▶ **Problem statement**
What is needed here is every line of the records that includes "route".

___ Available data ___

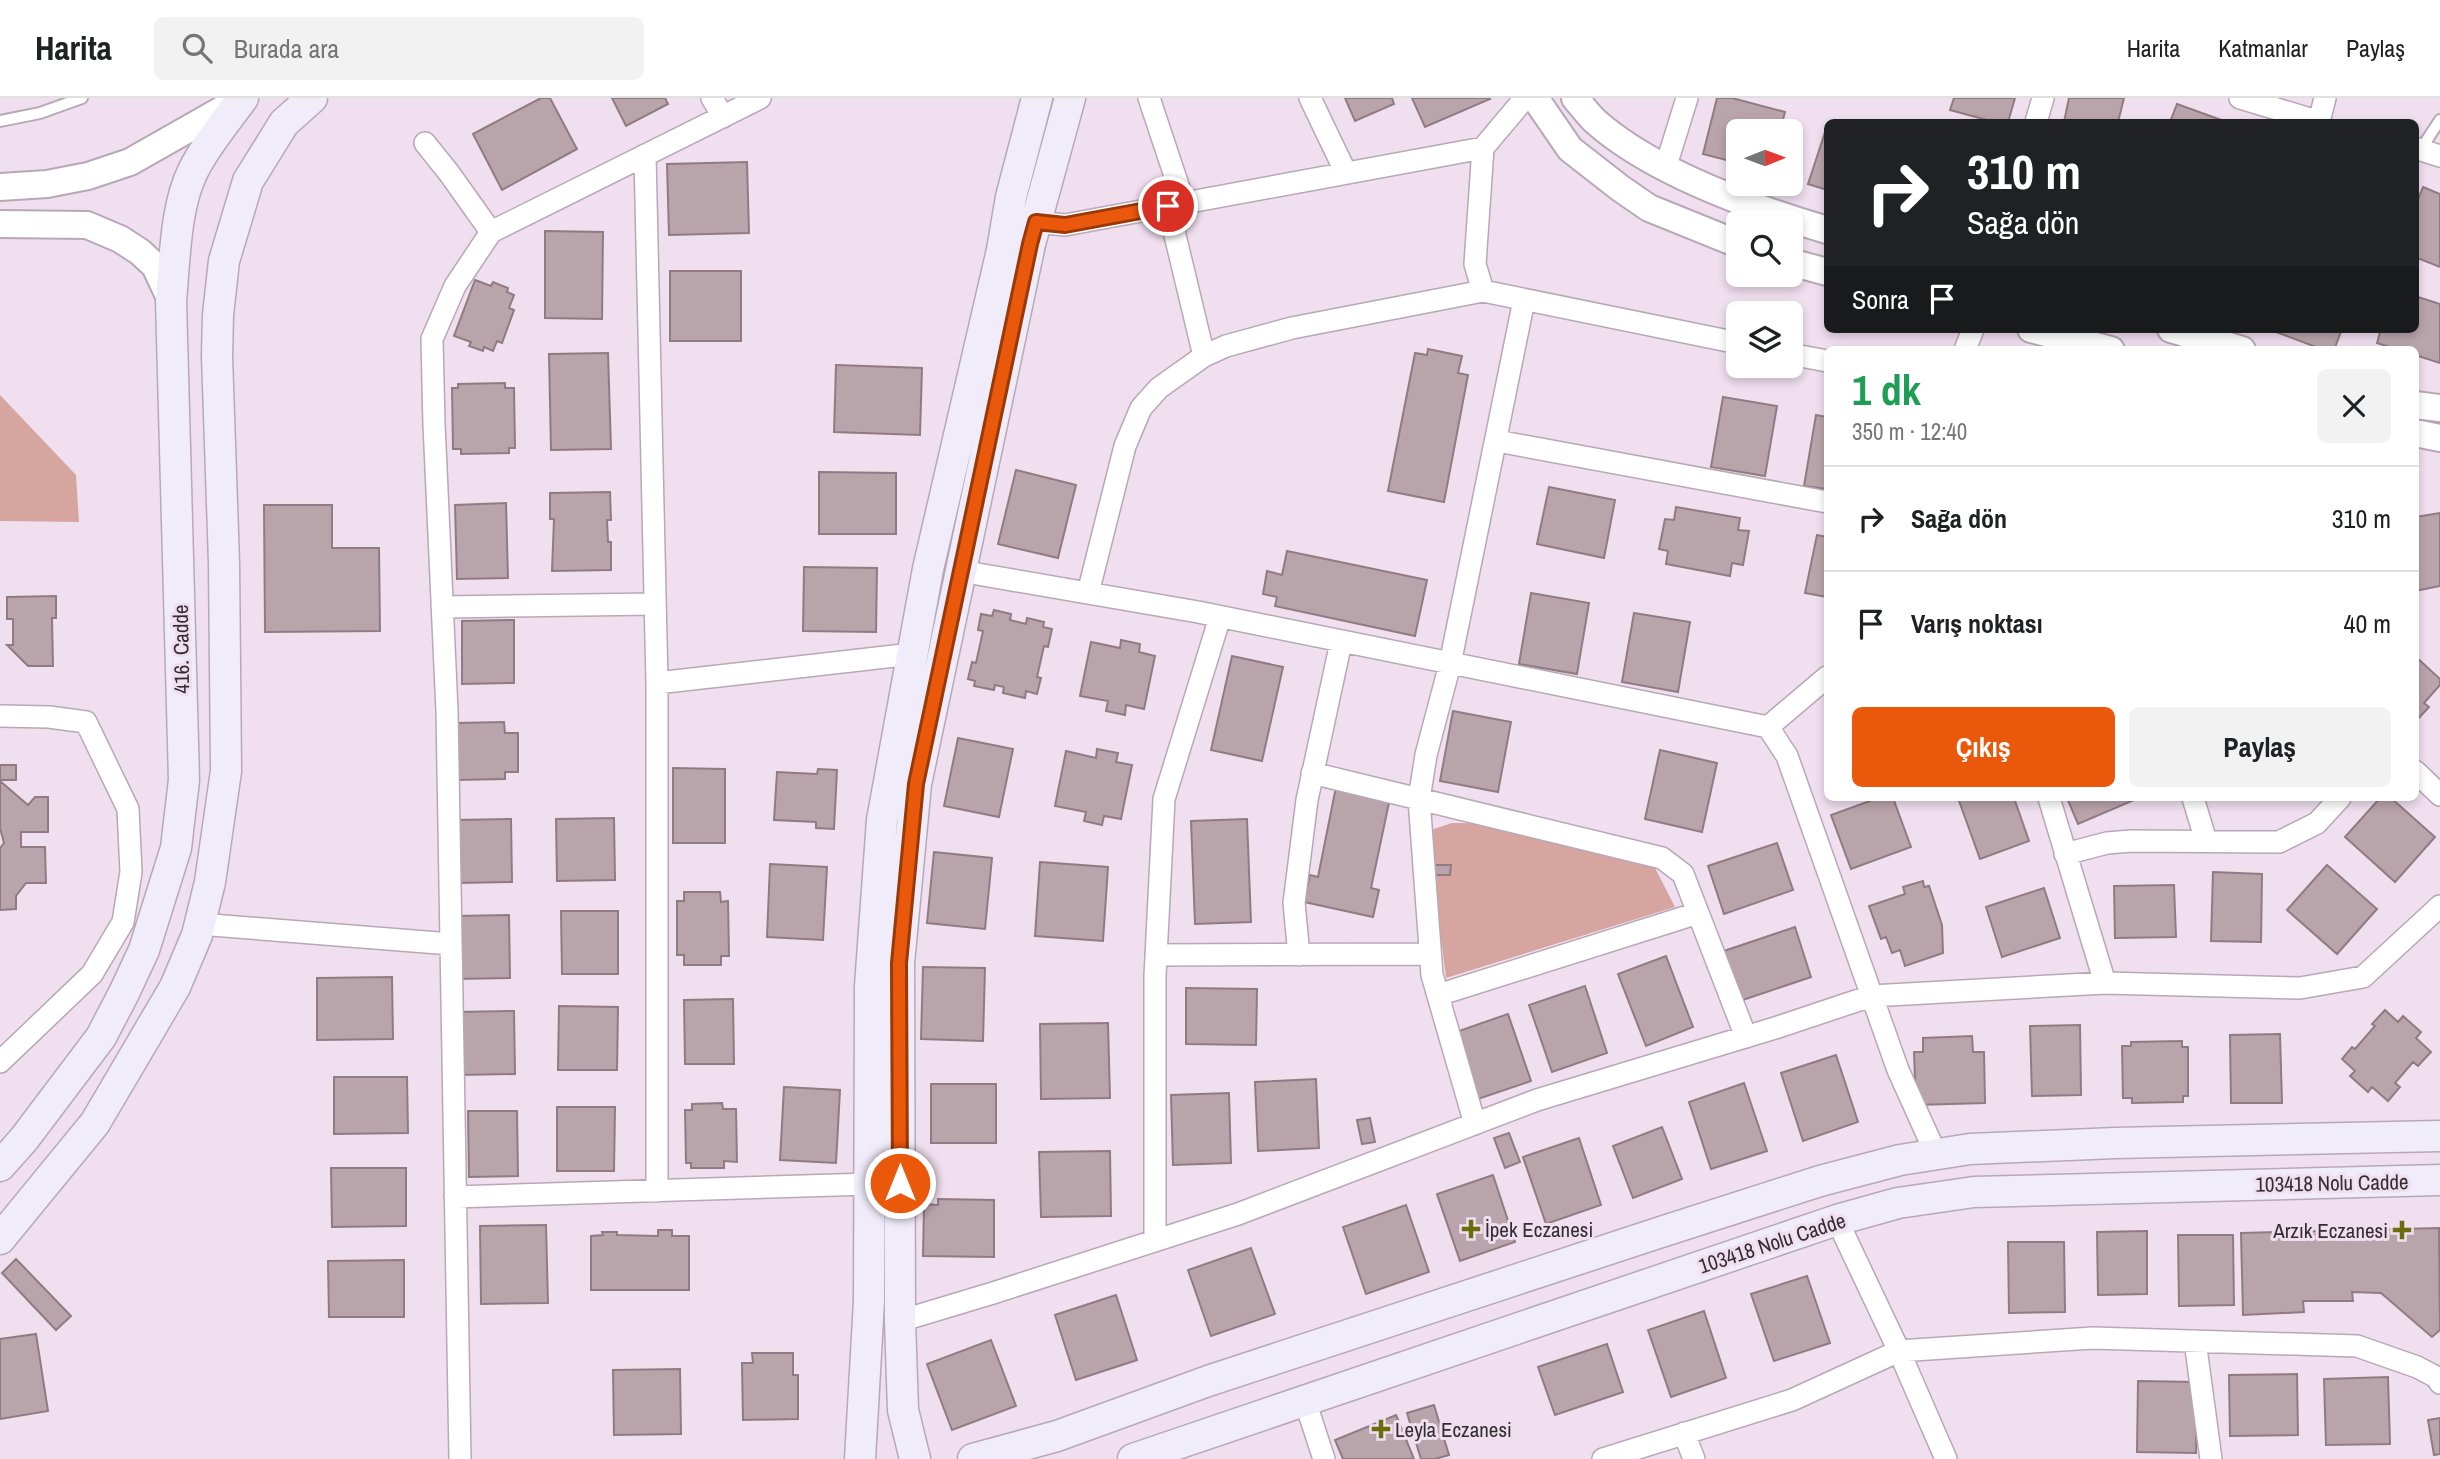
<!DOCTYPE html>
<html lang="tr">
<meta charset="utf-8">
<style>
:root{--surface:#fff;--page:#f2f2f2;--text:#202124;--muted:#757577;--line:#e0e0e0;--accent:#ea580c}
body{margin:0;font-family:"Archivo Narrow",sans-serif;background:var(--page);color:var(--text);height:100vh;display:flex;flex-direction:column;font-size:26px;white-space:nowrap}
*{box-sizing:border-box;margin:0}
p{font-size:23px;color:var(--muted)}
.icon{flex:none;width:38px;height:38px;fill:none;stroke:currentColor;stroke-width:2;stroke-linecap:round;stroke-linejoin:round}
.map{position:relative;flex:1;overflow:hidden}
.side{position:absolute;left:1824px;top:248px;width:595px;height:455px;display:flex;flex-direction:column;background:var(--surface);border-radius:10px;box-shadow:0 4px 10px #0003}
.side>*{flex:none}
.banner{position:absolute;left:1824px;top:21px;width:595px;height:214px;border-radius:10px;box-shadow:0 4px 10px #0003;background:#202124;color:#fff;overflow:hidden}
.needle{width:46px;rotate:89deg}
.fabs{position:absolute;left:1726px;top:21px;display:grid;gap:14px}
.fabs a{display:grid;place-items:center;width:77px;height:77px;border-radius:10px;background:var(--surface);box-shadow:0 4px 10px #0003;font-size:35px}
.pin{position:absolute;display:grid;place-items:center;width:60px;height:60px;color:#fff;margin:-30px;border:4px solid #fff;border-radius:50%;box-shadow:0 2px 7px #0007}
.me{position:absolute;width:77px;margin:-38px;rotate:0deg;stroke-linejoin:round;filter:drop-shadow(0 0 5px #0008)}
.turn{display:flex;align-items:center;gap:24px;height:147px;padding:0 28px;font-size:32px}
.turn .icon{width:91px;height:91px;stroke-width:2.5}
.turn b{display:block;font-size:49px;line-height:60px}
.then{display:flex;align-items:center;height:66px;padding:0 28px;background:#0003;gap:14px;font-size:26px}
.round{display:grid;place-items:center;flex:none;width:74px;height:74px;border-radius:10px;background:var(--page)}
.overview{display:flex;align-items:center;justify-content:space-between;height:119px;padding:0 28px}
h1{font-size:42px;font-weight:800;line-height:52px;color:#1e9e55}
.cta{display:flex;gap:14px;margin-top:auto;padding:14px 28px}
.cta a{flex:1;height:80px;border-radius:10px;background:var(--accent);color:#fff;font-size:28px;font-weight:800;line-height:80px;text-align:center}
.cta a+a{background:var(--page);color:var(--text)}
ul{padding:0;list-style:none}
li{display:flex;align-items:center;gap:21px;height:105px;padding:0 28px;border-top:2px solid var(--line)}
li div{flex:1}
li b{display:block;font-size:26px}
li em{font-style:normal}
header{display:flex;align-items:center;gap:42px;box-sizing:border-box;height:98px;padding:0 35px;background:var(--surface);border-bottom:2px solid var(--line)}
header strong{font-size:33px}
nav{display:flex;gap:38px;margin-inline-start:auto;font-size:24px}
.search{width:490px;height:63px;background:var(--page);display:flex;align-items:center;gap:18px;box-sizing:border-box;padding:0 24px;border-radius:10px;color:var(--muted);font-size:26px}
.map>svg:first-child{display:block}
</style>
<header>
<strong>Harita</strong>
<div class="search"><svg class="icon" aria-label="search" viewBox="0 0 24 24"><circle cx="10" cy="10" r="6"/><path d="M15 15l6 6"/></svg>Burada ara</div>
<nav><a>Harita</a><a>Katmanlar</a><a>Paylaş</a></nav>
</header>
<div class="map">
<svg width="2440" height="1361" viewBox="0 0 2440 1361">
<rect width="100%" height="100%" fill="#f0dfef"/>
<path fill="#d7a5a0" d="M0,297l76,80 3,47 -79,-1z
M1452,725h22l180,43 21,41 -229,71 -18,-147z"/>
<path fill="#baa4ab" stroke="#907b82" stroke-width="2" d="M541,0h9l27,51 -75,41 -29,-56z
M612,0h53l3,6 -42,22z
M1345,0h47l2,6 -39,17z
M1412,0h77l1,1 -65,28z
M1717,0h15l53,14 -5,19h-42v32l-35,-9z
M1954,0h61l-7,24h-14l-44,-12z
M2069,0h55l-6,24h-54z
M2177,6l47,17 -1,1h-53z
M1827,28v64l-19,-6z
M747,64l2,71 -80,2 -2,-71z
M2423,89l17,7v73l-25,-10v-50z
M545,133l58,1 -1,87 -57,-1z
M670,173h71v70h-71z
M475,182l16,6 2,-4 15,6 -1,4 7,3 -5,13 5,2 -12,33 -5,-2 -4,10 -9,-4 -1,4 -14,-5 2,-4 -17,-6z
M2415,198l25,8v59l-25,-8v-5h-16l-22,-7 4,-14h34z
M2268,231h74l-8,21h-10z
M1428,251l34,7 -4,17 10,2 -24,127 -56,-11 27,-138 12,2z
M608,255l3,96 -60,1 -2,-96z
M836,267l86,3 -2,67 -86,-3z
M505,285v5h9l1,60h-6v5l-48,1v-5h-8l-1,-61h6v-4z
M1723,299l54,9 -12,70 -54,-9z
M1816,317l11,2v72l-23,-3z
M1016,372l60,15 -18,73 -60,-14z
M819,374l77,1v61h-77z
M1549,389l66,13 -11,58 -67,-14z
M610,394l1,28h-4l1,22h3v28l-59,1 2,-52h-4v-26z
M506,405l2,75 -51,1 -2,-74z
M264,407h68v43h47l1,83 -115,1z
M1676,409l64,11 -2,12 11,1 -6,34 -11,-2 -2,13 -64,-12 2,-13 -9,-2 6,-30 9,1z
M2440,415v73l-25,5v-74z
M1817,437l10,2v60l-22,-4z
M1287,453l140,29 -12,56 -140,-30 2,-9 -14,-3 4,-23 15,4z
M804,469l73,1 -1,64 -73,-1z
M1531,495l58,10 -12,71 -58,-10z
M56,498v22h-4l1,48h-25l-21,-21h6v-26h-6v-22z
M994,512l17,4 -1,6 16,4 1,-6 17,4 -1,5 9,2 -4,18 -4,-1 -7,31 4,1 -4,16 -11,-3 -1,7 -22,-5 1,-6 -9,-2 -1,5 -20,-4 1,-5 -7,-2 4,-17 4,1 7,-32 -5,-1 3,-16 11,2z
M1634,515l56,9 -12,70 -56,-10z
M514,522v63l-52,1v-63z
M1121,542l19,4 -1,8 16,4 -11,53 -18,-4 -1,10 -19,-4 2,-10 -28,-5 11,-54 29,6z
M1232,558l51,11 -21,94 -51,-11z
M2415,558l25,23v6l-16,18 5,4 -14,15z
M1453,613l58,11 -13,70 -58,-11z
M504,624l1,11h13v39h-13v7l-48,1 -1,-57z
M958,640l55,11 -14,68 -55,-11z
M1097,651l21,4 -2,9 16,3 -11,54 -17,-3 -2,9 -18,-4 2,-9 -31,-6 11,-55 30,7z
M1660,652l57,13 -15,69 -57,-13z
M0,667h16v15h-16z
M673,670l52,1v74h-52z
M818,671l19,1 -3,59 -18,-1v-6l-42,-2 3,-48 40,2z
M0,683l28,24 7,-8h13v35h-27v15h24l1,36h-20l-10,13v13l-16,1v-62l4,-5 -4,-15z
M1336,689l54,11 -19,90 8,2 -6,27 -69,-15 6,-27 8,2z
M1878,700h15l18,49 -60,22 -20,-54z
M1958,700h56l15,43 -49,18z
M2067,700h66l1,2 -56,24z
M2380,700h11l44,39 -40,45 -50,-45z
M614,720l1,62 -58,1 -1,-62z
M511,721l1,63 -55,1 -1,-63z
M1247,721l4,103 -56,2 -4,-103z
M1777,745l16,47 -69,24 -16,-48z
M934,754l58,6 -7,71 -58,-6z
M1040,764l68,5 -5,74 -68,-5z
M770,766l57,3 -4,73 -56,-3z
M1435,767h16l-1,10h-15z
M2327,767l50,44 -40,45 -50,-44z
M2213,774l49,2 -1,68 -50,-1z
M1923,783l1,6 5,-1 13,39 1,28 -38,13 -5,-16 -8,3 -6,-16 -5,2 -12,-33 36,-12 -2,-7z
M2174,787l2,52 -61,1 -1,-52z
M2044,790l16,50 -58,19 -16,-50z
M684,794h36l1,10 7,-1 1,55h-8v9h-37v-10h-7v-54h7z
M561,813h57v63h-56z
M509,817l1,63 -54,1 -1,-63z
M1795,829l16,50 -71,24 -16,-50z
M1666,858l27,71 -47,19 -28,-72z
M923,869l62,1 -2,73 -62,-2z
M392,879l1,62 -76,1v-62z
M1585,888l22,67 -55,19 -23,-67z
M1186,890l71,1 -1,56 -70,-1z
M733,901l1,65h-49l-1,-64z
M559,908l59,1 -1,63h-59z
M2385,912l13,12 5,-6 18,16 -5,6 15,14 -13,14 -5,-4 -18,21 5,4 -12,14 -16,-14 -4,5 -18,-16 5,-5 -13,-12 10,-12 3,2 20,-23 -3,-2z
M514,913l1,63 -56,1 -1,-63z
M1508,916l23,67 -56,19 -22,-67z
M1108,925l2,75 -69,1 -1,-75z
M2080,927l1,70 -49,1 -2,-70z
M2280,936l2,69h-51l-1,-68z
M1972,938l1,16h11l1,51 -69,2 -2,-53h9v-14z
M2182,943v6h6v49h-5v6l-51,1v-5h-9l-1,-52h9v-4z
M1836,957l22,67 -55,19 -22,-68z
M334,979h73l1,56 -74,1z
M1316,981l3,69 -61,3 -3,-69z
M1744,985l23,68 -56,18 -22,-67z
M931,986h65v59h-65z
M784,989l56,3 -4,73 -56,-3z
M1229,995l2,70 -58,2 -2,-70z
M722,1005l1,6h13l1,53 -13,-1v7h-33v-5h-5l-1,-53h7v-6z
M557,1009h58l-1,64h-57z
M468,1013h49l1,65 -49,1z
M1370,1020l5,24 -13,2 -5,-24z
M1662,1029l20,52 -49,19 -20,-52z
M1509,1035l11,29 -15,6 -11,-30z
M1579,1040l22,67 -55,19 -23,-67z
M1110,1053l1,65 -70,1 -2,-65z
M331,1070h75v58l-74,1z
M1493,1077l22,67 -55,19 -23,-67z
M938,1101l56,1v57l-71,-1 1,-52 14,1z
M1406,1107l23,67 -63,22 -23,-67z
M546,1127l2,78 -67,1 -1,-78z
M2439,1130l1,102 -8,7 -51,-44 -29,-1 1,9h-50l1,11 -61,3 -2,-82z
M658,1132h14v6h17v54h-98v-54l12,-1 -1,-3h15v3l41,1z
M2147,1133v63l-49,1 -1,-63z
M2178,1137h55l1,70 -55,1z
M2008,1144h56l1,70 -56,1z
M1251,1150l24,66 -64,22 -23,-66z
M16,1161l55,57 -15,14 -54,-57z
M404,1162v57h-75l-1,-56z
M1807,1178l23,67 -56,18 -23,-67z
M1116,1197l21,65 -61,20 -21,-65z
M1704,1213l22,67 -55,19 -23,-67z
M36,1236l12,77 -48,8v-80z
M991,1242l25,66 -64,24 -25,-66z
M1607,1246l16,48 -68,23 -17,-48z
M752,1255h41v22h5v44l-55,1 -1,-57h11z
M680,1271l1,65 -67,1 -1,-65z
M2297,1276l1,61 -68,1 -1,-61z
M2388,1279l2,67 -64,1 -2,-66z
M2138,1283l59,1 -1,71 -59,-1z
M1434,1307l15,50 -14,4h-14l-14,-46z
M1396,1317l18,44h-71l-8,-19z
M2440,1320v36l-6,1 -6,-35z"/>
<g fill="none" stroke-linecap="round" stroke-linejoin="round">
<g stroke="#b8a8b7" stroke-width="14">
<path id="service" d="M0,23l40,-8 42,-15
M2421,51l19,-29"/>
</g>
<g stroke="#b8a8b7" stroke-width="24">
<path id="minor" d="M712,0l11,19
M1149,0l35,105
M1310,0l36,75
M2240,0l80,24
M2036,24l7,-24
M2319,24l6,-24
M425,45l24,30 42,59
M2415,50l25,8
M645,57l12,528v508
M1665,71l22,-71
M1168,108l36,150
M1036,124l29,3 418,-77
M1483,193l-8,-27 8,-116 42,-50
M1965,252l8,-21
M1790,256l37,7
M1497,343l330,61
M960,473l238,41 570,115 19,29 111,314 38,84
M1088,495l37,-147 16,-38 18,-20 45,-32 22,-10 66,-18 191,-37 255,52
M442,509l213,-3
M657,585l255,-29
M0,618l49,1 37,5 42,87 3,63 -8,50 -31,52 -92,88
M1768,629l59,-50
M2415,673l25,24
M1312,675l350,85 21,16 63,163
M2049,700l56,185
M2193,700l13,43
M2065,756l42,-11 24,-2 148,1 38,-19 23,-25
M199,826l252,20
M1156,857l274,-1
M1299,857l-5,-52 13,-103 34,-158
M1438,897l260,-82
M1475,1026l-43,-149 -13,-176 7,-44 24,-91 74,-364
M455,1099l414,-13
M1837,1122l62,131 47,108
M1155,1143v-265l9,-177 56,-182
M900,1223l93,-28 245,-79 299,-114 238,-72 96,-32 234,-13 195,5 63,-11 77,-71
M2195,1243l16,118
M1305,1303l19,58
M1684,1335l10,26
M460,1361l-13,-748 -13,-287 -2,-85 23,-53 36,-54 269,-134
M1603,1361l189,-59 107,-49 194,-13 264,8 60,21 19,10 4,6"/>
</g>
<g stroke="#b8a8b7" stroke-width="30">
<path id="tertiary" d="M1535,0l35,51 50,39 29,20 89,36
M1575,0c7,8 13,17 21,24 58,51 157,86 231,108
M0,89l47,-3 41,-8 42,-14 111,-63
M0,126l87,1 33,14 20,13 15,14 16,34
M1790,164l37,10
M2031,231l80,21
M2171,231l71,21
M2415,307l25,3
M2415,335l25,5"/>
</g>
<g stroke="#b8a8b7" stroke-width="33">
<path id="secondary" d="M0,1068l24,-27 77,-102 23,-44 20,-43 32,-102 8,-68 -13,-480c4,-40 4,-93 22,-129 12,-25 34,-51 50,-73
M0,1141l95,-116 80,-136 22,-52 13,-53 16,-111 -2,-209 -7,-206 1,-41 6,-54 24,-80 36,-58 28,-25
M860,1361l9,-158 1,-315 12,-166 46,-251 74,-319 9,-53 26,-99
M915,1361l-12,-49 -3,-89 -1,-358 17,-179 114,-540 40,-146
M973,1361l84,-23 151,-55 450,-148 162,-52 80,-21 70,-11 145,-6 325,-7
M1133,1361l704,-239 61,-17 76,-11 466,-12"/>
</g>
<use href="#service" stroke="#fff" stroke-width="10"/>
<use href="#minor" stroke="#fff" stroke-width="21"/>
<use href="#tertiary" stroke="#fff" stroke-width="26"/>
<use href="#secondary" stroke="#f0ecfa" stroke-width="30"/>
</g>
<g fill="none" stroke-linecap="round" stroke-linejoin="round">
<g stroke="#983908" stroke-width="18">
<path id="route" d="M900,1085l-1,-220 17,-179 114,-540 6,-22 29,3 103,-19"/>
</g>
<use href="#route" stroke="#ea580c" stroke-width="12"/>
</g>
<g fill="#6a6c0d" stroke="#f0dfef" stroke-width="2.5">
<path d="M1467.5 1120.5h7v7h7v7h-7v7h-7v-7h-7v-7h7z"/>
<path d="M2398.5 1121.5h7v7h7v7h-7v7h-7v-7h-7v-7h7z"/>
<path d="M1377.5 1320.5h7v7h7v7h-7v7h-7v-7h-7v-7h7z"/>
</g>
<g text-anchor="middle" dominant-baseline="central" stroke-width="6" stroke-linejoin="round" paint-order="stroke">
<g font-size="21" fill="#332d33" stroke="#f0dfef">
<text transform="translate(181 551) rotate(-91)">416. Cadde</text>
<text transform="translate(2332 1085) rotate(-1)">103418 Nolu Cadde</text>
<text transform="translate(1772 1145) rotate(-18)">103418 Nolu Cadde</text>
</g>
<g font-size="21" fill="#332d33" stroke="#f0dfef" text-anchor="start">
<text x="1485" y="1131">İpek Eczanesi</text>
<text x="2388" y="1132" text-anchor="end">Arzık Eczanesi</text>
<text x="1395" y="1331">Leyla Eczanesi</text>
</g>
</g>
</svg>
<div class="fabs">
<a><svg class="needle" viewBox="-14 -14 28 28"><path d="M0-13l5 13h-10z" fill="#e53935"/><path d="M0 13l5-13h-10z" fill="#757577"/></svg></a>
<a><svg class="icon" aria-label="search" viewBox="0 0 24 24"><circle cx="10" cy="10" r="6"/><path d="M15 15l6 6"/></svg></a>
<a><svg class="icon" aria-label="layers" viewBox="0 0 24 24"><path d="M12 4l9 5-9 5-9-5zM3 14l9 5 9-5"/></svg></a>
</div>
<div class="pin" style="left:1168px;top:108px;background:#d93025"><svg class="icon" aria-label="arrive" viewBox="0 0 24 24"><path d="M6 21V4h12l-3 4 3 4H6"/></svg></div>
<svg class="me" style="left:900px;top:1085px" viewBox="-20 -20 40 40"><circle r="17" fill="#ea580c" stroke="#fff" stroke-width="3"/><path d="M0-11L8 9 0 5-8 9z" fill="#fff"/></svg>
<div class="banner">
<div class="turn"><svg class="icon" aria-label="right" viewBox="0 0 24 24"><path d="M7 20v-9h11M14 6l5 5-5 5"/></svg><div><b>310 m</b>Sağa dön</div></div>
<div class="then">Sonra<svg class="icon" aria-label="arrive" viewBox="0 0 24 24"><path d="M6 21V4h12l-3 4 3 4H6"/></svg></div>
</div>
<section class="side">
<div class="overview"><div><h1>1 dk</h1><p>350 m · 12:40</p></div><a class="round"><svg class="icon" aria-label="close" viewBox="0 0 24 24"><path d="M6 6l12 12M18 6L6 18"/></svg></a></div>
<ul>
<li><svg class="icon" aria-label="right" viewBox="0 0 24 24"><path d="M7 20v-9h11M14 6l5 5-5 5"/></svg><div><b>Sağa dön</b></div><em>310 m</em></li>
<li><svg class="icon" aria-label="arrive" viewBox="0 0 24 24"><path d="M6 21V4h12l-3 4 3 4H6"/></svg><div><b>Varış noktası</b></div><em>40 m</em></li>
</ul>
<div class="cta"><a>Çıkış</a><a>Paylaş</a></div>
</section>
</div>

___

▶ **Exercise answer**
<path id="route" d="M900,1085l-1,-220 17,-179 114,-540 6,-22 29,3 103,-19"/>
<use href="#route" stroke="#ea580c" stroke-width="12"/>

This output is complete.